Friday, November 11, 2011

quitcher bitchin.

harsh i know. and for that i am sorry. let me explain myself.
i dont often speak of things like this, but its been hard pressed on my mind.
im agrowin life. INSIDE MY PERSONS. thats not really something to be taken lightly.
this is not my first rodeo, yet for some reason it is much harder this go around. the estimate is that this being is supposed to arrive within 2 days time from now. and its quite the awkward emotion and feeling thats for sure. my body feels good and bad at the same time. i feel pulled in all different directions as well as pushed down by gravity and its evil vices. I am emotionally sound yet unstable.
im torn between moments of wanting so badly to have this person enter this world, and then others of wanting it to stay inside.
the past few days its been the former of the two. and i need to refocus.
there is a REASON this being is STILL IN THERE.
as a parent, a lover of my offspring i must remember i am willing to go to the ends of the earth for them. I would gladly trade my own comfort, mobility, safety and happiness to ensure they have their own. Why should this be any different? right now, i have comfort of knowing this person inside is comfortable. safe. happy. unaware. and simply because of my discomfort i will not allow myself to feel anything less.

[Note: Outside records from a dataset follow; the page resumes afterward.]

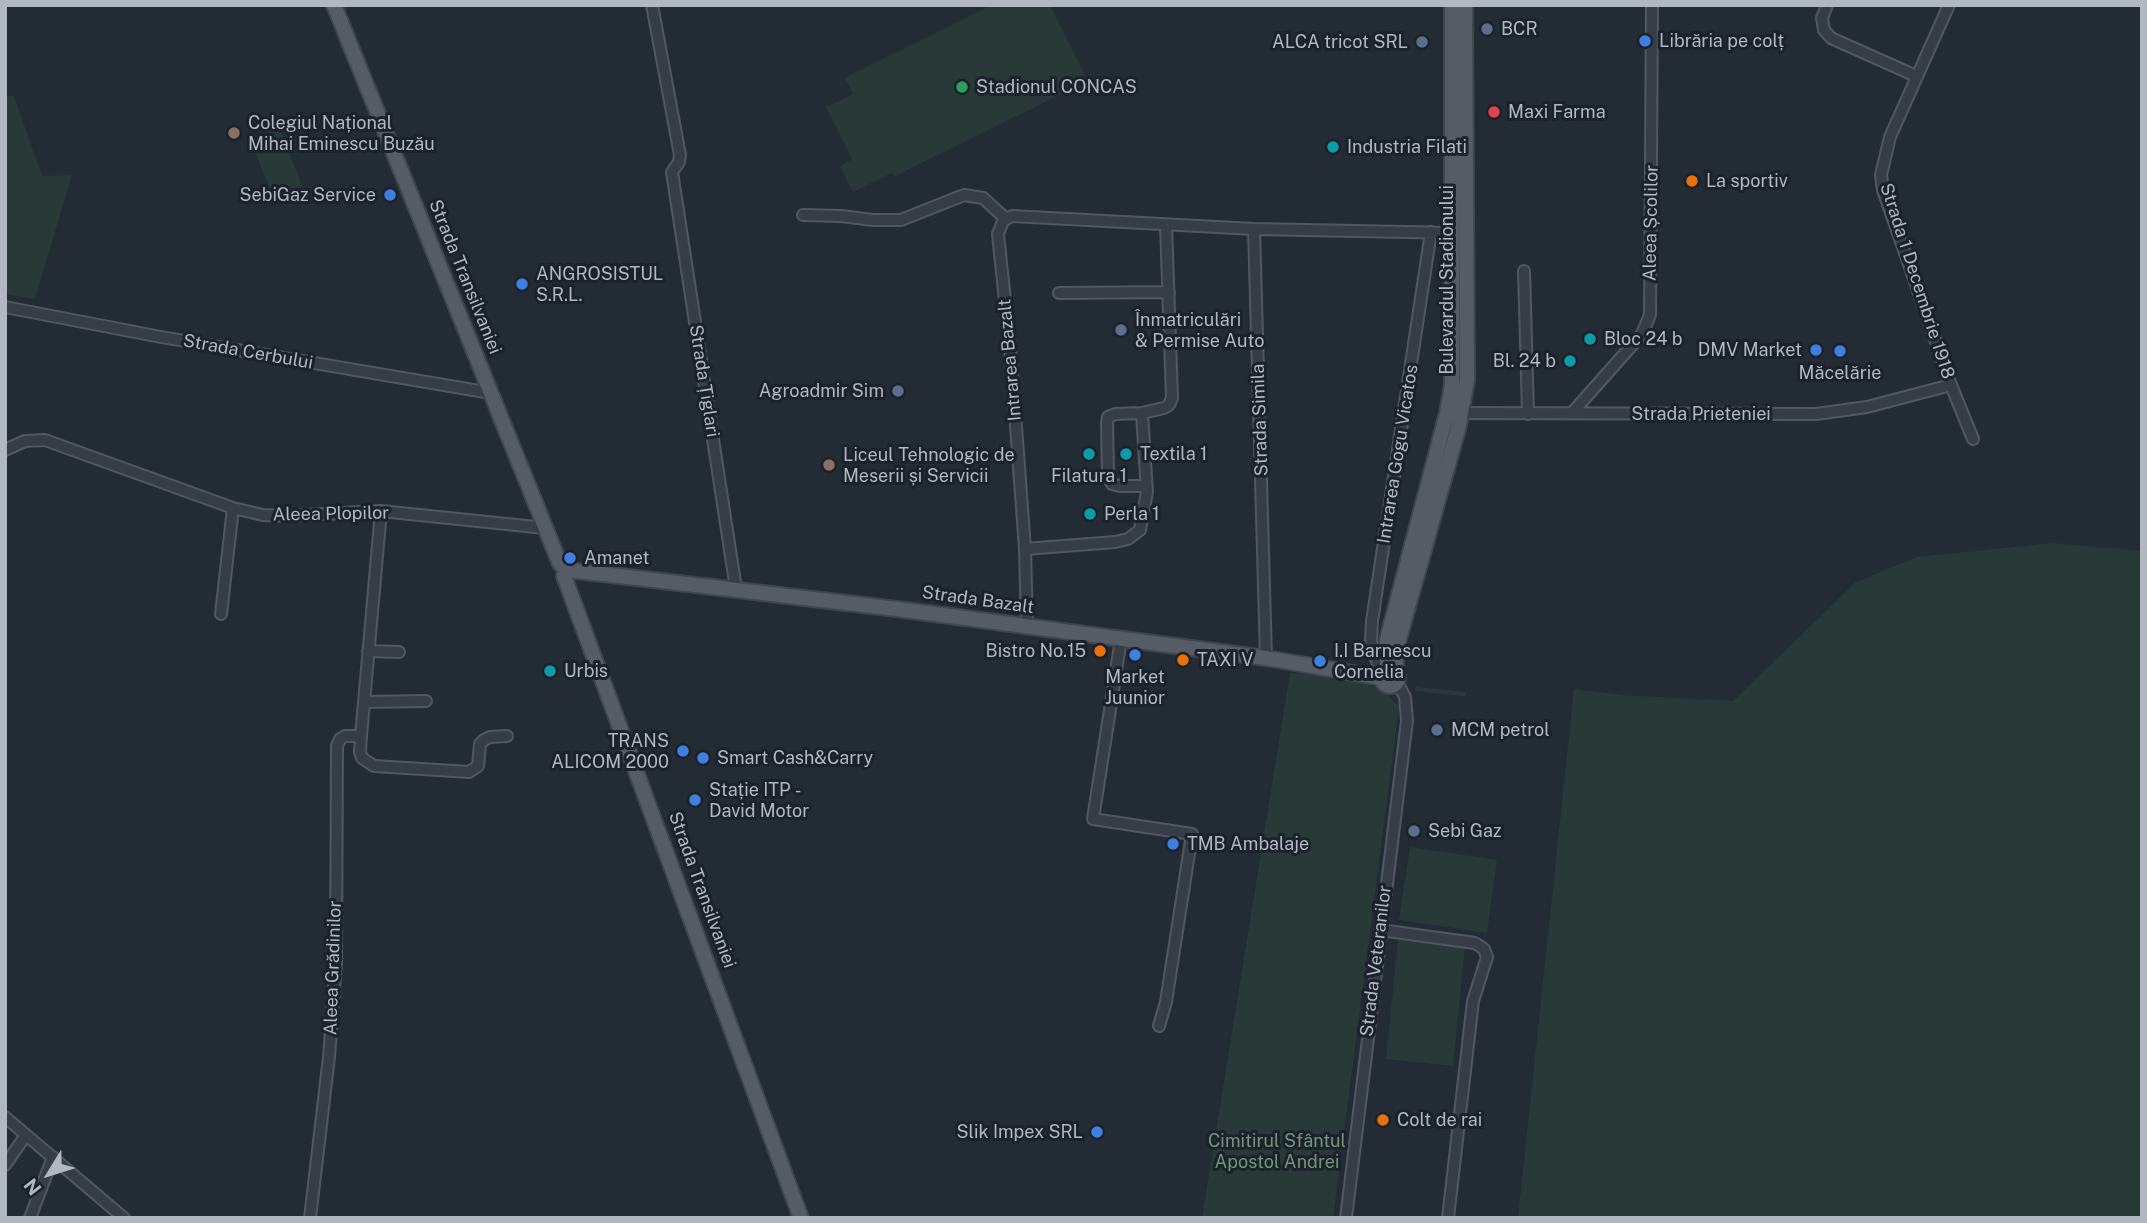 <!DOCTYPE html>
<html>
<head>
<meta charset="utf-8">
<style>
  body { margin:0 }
  #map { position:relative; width:2147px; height:1223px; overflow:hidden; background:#232b35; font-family:"Public Sans",sans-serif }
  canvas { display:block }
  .frame { position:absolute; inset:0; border:7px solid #b1b8c2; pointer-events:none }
  .north { position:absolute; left:14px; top:1139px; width:70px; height:70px; -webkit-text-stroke:5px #1c222b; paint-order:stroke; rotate:232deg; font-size:19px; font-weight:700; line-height:28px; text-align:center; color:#b1b8c2 }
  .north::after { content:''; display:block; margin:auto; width:24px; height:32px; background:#b1b8c2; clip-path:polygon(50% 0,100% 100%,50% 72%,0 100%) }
</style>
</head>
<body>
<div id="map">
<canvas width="2147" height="1223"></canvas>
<div class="frame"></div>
<div class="north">N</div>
</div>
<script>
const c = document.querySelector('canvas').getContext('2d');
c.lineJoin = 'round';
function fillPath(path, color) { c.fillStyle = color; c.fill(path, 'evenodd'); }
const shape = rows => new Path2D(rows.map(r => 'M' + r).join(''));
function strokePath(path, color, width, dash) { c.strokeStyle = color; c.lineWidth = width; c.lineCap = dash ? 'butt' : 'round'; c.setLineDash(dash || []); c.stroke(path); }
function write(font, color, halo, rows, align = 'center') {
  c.font = font + ' "Public Sans",sans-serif'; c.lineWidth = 6; c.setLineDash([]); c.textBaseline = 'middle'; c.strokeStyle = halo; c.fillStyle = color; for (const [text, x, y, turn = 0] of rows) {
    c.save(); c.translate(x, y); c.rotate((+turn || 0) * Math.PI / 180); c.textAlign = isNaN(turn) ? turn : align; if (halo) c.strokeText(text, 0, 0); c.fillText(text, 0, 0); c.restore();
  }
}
fillPath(shape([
  [992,5,1050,5,1088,81,895,176,892,173,853,192,840,166,852,159,826,107,853,94,845,78],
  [5,96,14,96,42,176,72,175,35,299,5,294],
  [279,127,305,193,276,204,250,139],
  [2053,543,2142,551,2142,1218,1518,1218,1574,689,1623,695,1733,701,1856,582,1917,557],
  [1290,673,1343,676,1377,688,1390,697,1399,707,1333,1218,1202,1218],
  [1415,687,1465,692,1466,694,1465,696,1415,691],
  [1410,847,1497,860,1487,933,1399,920],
  [1398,940,1465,947,1453,1066,1386,1059]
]), '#283938');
const minor = shape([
  [652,5,680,155,679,162,672,172,736,589],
  [1827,5,1822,18,1824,30,1831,38,1916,76],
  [1949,5,1890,137,1881,175,1883,190,1951,385,1973,439],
  [803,215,841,216,873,220,901,220,964,195,983,198,1006,219],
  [1254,229,1266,658],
  [1524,271,1528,414],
  [1059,293,1169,292],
  [5,307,161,337,491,393],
  [1453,413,1816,414,1867,407,1951,385],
  [1572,413,1642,334,1650,315,1652,5],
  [5,450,25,441,45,440,233,508,263,515,285,516,381,511,545,528],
  [1146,486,1120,486,1112,484,1108,476,1107,423,1108,417,1115,414,1142,413,1164,408,1169,405,1172,398,1166,225],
  [381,511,361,736,360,752,362,758,374,766,469,772,478,766,480,744,484,740,490,737,507,736],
  [1025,549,1115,542,1128,539,1140,530,1147,492,1142,413],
  [221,614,233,508],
  [1027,627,1025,549,1011,358,998,234,1003,221,1012,216,1254,229,1458,233],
  [1121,639,1093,819,1192,834,1166,1002,1159,1026],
  [368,651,399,652],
  [1383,674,1373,652,1371,639,1372,621,1431,232],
  [365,702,426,701],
  [1380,930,1475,943,1484,949,1487,957,1473,1001,1448,1218],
  [5,1117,124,1218],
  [5,1165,26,1135],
  [30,1218,53,1157],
  [310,1218,329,1057,336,962,337,746,340,739,345,736,361,736],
  [1346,1218,1407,721,1405,697,1397,682]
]);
const major = shape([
  [334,5,560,564],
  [569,570,897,609,1266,658,1382,678],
  [564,576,801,1218],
  '1382 678a8 8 0 1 1 16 0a8 8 0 1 1-16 0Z',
  [1387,670,1387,640,1447,413,1452,385,1452,5],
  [1395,671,1398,642,1458,429,1467,380,1465,5]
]);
strokePath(minor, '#515861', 14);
strokePath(major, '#40464f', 18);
strokePath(minor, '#373d46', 10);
strokePath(major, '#555c66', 14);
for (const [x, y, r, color] of [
  [1487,29,7,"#5c6f8a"],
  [1645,41,7,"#3f7fe0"],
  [1422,42,7,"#5c6f8a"],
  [962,87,7,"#2e9e5b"],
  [1494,112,7,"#e0444e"],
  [234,133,7,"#8d6e63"],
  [1333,147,7,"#0f9aa8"],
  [1692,181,7,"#e8710a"],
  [390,195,7,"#3f7fe0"],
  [522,284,7,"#3f7fe0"],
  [1121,330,7,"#5c6f8a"],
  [1590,339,7,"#0f9aa8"],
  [1816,350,7,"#3f7fe0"],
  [1840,351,7,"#3f7fe0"],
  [1570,361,7,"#0f9aa8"],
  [898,391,7,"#5c6f8a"],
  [1089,454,7,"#0f9aa8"],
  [1126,454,7,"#0f9aa8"],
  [829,465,7,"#8d6e63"],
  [1090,514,7,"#0f9aa8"],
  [570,558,7,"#3f7fe0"],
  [1100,651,7,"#e8710a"],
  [1135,655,7,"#3f7fe0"],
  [1183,660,7,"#e8710a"],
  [1320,661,7,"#3f7fe0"],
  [550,671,7,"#0f9aa8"],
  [1437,730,7,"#5c6f8a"],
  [683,751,7,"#3f7fe0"],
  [703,758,7,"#3f7fe0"],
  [695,800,7,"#3f7fe0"],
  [1414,831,7,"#5c6f8a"],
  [1173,844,7,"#3f7fe0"],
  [1383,1120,7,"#e8710a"],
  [1097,1132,7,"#3f7fe0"]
]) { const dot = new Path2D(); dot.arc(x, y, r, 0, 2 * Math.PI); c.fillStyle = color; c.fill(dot); strokePath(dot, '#1c222b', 2.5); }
write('18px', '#b1b8c2', '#1c222b', [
  ["BCR",1501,29],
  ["Librăria pe colț",1659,41],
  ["ALCA tricot SRL",1408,42,"right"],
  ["Stadionul CONCAS",976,87],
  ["Maxi Farma",1508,112],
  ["Colegiul Național",248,123],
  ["Mihai Eminescu Buzău",248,144],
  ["Industria Filati",1347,147],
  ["La sportiv",1706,181],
  ["SebiGaz Service",376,195,"right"],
  ["ANGROSISTUL",536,274],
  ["S.R.L.",536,295],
  ["Înmatriculări",1135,320],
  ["& Permise Auto",1135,341],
  ["Bloc 24 b",1604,339],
  ["DMV Market",1802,350,"right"],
  ["Bl. 24 b",1556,361,"right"],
  ["Măcelărie",1840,373,"center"],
  ["Agroadmir Sim",884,391,"right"],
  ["Textila 1",1140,454],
  ["Liceul Tehnologic de",843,455],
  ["Meserii și Servicii",843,476],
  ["Filatura 1",1089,476,"center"],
  ["Perla 1",1104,514],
  ["Amanet",584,558],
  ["Bistro No.15",1086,651,"right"],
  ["I.I Barnescu",1334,651],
  ["Cornelia",1334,672],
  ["TAXI V",1197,660],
  ["Urbis",564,671],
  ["Market",1135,677,"center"],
  ["Juunior",1135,698,"center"],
  ["MCM petrol",1451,730],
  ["TRANS",669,741,"right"],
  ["ALICOM 2000",669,762,"right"],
  ["Smart Cash&Carry",717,758],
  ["Stație ITP -",709,790],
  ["David Motor",709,811],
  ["Sebi Gaz",1428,831],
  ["TMB Ambalaje",1187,844],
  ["Colt de rai",1397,1120],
  ["Slik Impex SRL",1083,1132,"right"]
], 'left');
write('18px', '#b1b8c2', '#1c222b', [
  ["Aleea Școlilor",1651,223,-89],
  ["Strada Transilvaniei",465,277,68],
  ["Bulevardul Stadionului",1447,280,-90],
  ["Strada 1 Decembrie 1918",1917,281,72],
  ["Strada Cerbului",248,352,10],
  ["Intrarea Bazalt",1010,360,-95],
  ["Strada Țiglari",704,381,81],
  ["Strada Prieteniei",1701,414],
  ["Strada Simila",1260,420,-92],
  ["Intrarea Gogu Vicatos",1398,454,-81],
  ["Aleea Plopilor",331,514,-1],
  ["Strada Bazalt",978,600,8],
  ["Strada Transilvaniei",702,890,70],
  ["Strada Veteranilor",1376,961,-83],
  ["Aleea Grădinilor",333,968,-88]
]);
write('18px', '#73967a', '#1c222b', [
  ["Cimitirul Sfântul",1277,1141],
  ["Apostol Andrei",1277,1162]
]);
</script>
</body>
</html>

it may be a constant reminder needed. but my body is doing something incredible. it is growing life. life which, to be very personal, was not expected to be.
when we agreed this was the path to take for another soulmate, we knew it might not happen. we trusted this universe and all that is in it. and it pulled through. I dont know why i was gifted such a thing. but i am. i refuse to accept this as anything other than a labor of love. every movement, every pain every step is important and necessary to its arrival, its happiness. and if we realy want to hippify it....
there is a purpose for everything related to this, and it is in some way affecting this world like the flap of a butterfly's wings.